● Instructions for the task: Count the lines in the data below that include the word "halo", then state the total and nothing besides.

Segment Start: Input records

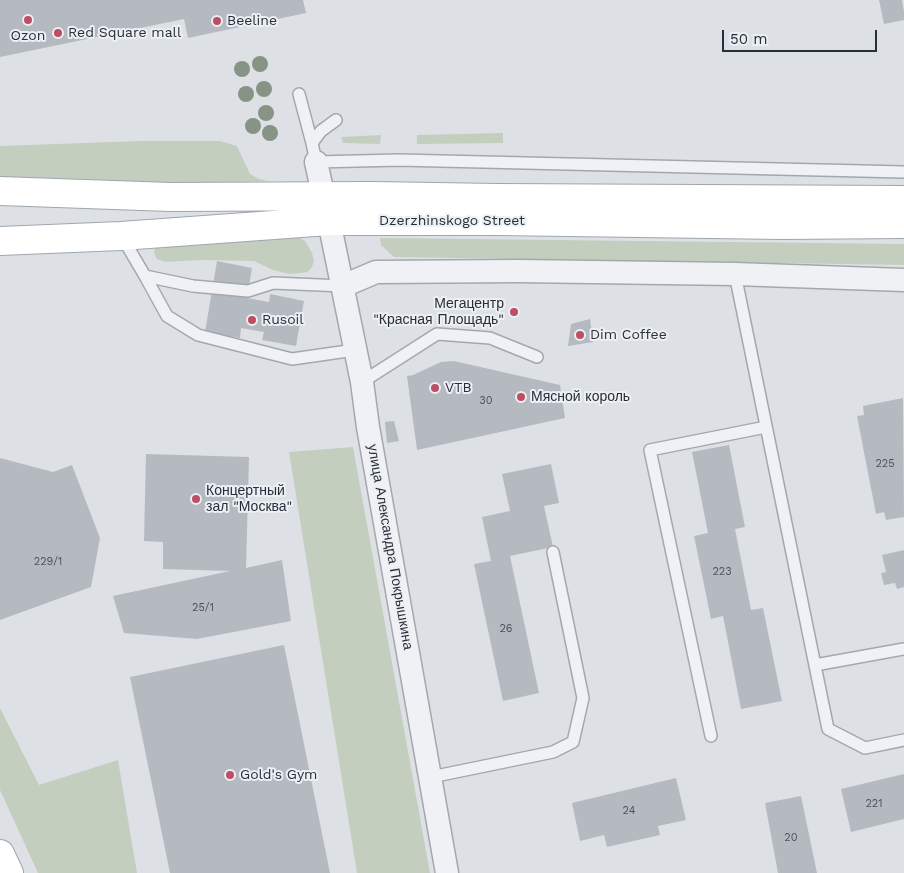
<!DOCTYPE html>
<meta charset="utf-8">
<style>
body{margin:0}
#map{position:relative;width:904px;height:873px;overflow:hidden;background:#dde1e5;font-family:"Work Sans",sans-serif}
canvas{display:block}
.scale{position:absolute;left:722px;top:30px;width:155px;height:22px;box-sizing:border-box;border:2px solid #282f3a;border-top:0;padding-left:6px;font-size:15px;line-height:18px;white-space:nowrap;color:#282f3a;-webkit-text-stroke:4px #eceff3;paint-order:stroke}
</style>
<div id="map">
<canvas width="904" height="873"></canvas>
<div class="scale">50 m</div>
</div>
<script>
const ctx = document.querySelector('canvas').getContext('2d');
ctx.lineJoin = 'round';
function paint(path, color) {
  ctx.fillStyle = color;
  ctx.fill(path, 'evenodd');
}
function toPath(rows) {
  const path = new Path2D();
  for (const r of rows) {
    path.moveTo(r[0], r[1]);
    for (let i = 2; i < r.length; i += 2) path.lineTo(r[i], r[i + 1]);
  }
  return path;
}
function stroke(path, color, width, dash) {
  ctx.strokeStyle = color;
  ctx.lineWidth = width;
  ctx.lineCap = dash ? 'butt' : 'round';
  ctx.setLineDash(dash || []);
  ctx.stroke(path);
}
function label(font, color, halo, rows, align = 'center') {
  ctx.font = font + ' "Work Sans",sans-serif';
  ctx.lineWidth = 4;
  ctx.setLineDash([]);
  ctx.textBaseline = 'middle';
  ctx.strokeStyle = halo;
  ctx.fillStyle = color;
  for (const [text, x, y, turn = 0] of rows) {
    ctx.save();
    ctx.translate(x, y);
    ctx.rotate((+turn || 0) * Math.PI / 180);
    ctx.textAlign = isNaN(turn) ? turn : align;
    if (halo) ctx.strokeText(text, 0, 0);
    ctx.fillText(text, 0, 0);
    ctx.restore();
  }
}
paint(toPath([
 [503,133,503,143,417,144,417,135],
 [381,135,380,144,343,143,341,137],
 [140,141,220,141,237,146,250,174,259,179,268,181,196,183,0,178,0,146],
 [298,236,306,242,312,253,314,261,312,267,308,272,300,273,289,274,273,270,254,261,201,260,165,262,157,259,154,253,155,248,160,243],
 [380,238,904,244,904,265,394,257,381,245],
 [353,447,430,873,357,873,289,452],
 [0,708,39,785,118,760,137,873,38,873,0,790]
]), '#c4cebf');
paint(toPath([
 [0,0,303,0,306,13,188,38,184,19,0,57],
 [879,0,902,0,904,12,904,20,884,24],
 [217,261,252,268,247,298,269,302,270,294,304,301,296,346,262,340,264,332,241,328,240,338,205,332],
 [590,319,593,342,568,346,571,324],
 [454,361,560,385,565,418,417,450,407,376,413,375,441,362],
 [903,398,904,517,886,520,884,512,876,514,857,416,864,415,863,406],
 [394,421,399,441,387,443,385,422],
 [729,445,745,527,735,529,751,610,763,608,782,701,741,709,723,616,711,619,694,536,708,533,692,452],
 [146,454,249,457,246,568,282,560,291,621,197,639,124,633,113,596,230,571,163,569,163,542,144,541],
 [0,458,53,472,72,465,100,538,91,587,0,620],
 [551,464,559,503,544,506,553,547,510,556,539,693,503,701,474,564,491,561,482,517,510,511,502,474],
 [904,550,904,587,897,589,895,583,884,585,881,573,886,572,882,555],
 [284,645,330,873,170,873,130,677],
 [904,774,904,819,851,832,841,789],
 [676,778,686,820,658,826,660,835,607,847,604,835,580,841,572,803],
 [801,796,817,873,778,873,765,803]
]), '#b5bac1');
const lane = toPath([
 [299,94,312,143,316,162,399,160,904,172],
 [312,143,321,131,336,120],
 [122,237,145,276,167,316,198,335,292,359,355,350],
 [735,274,828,729,865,748,904,740],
 [145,276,193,286,248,291,273,283,343,286],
 [362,382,437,334,490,338,537,357],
 [815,665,904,649],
 [711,736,650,450,766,427],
 [431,777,553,752,573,742,583,698,553,552]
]);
const street = toPath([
 [316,162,329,221,362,382,368,427,447,873],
 [343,286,376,272,519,271,735,274,904,280]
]);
const primary = toPath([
 [0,191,170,197,373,196,497,198,904,200],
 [0,241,121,236,329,221,497,221,782,225,904,224],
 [0,854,9,873]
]);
stroke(lane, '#a3a8ae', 14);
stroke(street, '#a3a8ae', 25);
stroke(primary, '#9ea6af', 30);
stroke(lane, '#eff1f4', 11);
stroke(street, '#eff1f4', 22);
stroke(primary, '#fff', 28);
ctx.fillStyle = '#869385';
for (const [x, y] of [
 [260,64],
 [242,69],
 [264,89],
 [246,94],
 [266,113],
 [253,126],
 [270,133]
]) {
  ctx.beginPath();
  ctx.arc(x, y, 8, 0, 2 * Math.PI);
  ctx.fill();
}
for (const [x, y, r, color] of [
 [28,20,5,"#bd4f64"],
 [217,21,5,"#bd4f64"],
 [58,33,5,"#bd4f64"],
 [514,312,5,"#bd4f64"],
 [252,320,5,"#bd4f64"],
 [580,335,5,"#bd4f64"],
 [435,388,5,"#bd4f64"],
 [521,397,5,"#bd4f64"],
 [196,499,5,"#bd4f64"],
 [230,775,5,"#bd4f64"]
]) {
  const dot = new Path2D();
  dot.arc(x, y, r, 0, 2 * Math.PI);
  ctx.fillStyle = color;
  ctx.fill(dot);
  stroke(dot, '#eceff3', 2);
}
label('11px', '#4b525c', null, [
 ["30",486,401],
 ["225",885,464],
 ["229/1",48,562],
 ["223",722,572],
 ["25/1",203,608],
 ["26",506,629],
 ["221",874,804],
 ["24",629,811],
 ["20",791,838]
]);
label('14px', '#282f3a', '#eceff3', [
 ["Beeline",227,21],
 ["Red Square mall",68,33],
 ["Ozon",28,36,"center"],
 ["Мегацентр",504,304,"right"],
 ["\"Красная Площадь\"",504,320,"right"],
 ["Rusoil",262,320],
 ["Dim Coffee",590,335],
 ["VTB",445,388],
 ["Мясной король",531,397],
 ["Концертный",206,491],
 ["зал \"Москва\"",206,507],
 ["Gold's Gym",240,775]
], 'left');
label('14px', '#282f3a', '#eceff3', [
 ["Dzerzhinskogo Street",452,221],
 ["улица Александра Покрышкина",390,547,80]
]);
</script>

Segment End: Input records

● Response to this task: 3